Exercise brief - Return the lines from the start of the data through the line with "position:absolute; left:524px; top:439px;". Include both of those lines and no others.

Records provided -
--- START ---

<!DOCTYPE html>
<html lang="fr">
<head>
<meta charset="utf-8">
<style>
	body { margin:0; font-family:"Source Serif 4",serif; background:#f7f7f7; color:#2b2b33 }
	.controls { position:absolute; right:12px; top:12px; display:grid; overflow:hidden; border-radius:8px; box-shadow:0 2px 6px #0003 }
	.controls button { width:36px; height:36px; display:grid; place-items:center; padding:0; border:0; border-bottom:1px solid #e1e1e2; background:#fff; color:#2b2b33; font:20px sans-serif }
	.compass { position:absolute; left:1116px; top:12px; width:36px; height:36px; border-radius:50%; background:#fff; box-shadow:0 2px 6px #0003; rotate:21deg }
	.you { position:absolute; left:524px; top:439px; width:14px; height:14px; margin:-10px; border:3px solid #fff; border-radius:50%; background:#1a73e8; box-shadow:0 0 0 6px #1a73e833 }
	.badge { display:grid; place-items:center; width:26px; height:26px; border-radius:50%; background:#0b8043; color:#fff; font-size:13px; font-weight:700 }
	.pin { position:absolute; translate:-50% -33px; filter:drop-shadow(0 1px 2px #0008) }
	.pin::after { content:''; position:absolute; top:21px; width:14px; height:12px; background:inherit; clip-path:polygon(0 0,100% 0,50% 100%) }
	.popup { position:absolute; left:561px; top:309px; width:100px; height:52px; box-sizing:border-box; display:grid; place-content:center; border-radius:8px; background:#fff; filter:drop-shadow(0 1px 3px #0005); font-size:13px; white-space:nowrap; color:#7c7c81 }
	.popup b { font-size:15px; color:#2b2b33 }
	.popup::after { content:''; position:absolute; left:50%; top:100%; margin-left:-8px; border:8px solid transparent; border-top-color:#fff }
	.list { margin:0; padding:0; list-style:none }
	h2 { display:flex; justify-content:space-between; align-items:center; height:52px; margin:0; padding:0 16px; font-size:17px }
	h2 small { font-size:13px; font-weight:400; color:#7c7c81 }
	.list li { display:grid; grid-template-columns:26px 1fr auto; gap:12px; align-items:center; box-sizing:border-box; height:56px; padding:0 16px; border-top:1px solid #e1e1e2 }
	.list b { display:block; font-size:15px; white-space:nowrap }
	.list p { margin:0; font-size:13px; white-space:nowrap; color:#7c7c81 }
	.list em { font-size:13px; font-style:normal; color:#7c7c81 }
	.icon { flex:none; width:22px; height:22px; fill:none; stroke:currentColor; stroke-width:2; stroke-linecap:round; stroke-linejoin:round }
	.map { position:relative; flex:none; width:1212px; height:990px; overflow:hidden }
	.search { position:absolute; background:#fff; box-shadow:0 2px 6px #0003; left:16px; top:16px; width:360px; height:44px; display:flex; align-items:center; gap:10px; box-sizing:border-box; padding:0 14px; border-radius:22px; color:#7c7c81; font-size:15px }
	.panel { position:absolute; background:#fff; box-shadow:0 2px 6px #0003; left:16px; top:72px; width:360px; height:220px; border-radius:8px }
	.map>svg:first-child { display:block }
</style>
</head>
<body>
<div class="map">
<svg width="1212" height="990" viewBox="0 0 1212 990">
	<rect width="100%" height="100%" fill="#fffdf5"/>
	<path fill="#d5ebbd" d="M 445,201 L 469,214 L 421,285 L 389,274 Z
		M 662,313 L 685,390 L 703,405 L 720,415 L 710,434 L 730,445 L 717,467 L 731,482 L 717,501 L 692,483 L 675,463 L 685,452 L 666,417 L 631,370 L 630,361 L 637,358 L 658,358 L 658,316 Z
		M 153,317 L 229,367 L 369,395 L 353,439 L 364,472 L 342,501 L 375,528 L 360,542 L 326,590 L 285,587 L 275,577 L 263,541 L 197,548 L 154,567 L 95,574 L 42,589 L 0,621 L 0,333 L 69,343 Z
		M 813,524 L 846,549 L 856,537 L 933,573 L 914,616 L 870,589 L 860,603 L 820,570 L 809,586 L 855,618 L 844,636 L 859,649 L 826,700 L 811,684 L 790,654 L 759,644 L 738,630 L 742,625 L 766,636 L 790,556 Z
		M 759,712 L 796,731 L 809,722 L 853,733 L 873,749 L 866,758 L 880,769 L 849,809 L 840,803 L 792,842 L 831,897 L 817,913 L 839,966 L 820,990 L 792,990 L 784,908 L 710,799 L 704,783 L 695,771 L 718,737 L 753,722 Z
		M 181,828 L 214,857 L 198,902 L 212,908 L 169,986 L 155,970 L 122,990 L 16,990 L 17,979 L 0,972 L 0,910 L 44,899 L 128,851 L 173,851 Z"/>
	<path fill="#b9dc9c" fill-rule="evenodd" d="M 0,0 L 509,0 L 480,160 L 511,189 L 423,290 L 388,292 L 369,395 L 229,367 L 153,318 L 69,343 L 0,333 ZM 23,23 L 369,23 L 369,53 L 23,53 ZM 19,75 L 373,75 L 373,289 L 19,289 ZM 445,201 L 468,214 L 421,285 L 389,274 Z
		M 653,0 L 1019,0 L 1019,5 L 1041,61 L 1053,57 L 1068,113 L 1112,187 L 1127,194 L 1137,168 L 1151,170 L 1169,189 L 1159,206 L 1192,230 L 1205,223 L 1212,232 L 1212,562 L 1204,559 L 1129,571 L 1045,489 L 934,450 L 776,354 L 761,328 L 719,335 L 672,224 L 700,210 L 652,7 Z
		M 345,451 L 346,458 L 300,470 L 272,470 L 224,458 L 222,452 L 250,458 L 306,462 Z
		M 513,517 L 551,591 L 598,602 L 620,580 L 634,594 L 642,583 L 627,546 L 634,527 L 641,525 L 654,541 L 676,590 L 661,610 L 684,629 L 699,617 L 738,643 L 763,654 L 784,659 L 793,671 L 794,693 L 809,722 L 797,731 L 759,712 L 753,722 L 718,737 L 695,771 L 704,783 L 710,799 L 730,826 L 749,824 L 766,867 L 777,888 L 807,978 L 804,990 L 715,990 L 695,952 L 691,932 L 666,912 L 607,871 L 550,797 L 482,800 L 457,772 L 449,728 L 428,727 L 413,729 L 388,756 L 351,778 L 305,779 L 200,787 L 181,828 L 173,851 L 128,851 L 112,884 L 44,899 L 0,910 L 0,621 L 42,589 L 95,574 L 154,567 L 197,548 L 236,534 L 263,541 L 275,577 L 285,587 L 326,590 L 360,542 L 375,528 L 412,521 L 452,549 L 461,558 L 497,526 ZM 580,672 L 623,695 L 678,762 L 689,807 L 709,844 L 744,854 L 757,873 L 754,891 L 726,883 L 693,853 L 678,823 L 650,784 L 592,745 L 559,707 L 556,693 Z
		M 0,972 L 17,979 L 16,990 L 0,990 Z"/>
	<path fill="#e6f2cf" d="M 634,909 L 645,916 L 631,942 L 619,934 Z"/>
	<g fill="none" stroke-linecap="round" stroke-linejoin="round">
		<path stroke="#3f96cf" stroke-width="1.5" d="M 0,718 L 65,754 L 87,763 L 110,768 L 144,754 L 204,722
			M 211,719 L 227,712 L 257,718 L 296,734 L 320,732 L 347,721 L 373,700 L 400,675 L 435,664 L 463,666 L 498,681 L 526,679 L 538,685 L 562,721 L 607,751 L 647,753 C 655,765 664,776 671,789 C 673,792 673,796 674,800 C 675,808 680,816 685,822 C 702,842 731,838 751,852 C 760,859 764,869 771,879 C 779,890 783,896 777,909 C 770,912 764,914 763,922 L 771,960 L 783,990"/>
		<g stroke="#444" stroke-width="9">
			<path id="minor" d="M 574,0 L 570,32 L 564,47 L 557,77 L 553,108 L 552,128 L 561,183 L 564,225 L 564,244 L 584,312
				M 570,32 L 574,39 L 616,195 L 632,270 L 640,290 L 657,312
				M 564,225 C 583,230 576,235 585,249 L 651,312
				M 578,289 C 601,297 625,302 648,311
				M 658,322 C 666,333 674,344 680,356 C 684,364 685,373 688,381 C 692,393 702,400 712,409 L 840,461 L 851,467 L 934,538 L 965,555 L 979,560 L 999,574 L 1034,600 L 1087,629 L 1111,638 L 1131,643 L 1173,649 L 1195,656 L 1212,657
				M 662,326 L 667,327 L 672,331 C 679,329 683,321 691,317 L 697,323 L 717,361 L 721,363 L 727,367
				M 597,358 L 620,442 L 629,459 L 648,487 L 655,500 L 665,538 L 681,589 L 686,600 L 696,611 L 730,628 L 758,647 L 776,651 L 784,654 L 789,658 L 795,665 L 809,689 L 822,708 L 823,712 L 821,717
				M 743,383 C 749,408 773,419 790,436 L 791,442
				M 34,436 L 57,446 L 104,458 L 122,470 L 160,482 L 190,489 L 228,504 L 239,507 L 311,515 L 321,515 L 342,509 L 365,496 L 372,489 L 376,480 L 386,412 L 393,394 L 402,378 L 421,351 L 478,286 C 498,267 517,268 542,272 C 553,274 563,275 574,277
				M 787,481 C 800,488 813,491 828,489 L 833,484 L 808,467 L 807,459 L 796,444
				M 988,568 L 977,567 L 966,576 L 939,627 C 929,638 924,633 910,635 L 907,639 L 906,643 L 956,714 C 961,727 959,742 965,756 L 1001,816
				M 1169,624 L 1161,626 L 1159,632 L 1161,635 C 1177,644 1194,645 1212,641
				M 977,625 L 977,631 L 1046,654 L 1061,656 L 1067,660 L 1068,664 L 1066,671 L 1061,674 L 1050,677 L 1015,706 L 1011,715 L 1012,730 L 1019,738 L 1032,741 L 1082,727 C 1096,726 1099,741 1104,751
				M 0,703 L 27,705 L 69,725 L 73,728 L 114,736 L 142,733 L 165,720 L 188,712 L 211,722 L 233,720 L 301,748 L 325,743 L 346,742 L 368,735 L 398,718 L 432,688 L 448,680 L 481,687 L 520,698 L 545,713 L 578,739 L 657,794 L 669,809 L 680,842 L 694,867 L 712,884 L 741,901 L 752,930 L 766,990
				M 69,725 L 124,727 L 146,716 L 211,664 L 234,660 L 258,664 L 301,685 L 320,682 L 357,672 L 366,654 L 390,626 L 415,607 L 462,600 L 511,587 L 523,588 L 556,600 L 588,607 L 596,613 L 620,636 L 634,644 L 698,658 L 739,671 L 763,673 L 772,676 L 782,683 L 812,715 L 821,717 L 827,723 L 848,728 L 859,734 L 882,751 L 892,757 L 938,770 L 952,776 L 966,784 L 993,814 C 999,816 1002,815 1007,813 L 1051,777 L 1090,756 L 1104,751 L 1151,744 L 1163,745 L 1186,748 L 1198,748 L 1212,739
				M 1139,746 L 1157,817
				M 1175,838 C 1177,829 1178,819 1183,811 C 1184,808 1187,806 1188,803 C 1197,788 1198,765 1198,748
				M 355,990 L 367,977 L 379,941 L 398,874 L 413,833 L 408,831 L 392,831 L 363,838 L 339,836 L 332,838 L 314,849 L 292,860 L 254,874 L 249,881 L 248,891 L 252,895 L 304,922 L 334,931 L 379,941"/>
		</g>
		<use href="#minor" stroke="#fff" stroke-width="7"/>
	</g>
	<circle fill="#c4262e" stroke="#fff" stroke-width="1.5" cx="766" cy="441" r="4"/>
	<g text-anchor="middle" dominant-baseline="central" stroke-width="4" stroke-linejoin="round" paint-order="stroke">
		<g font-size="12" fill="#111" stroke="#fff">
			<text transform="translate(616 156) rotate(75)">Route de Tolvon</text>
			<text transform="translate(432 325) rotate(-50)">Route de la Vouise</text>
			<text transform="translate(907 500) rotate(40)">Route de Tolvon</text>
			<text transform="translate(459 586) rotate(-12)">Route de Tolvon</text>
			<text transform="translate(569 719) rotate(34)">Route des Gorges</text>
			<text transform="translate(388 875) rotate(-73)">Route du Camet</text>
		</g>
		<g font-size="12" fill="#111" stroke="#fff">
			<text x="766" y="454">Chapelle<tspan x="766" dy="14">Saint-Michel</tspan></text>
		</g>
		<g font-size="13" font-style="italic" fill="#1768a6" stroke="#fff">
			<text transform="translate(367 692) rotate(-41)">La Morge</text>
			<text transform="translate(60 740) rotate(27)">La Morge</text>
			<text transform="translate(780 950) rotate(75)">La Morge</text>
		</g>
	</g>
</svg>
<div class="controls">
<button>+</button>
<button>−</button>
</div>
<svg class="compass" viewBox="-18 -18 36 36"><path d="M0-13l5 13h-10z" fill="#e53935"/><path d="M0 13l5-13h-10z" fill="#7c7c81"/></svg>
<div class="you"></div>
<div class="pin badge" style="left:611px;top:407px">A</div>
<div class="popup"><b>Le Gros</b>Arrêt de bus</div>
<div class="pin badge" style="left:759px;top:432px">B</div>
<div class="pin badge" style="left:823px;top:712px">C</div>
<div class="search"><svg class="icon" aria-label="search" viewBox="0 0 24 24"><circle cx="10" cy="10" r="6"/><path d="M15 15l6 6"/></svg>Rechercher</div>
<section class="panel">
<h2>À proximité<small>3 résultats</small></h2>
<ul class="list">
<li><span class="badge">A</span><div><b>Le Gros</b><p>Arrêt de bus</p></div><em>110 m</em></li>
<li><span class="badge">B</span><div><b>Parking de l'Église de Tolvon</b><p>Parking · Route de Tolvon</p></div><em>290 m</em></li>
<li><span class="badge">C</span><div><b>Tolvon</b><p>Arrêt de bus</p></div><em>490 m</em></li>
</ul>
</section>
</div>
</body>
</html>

--- END ---

Answer to this problem -
<!DOCTYPE html>
<html lang="fr">
<head>
<meta charset="utf-8">
<style>
	body { margin:0; font-family:"Source Serif 4",serif; background:#f7f7f7; color:#2b2b33 }
	.controls { position:absolute; right:12px; top:12px; display:grid; overflow:hidden; border-radius:8px; box-shadow:0 2px 6px #0003 }
	.controls button { width:36px; height:36px; display:grid; place-items:center; padding:0; border:0; border-bottom:1px solid #e1e1e2; background:#fff; color:#2b2b33; font:20px sans-serif }
	.compass { position:absolute; left:1116px; top:12px; width:36px; height:36px; border-radius:50%; background:#fff; box-shadow:0 2px 6px #0003; rotate:21deg }
	.you { position:absolute; left:524px; top:439px; width:14px; height:14px; margin:-10px; border:3px solid #fff; border-radius:50%; background:#1a73e8; box-shadow:0 0 0 6px #1a73e833 }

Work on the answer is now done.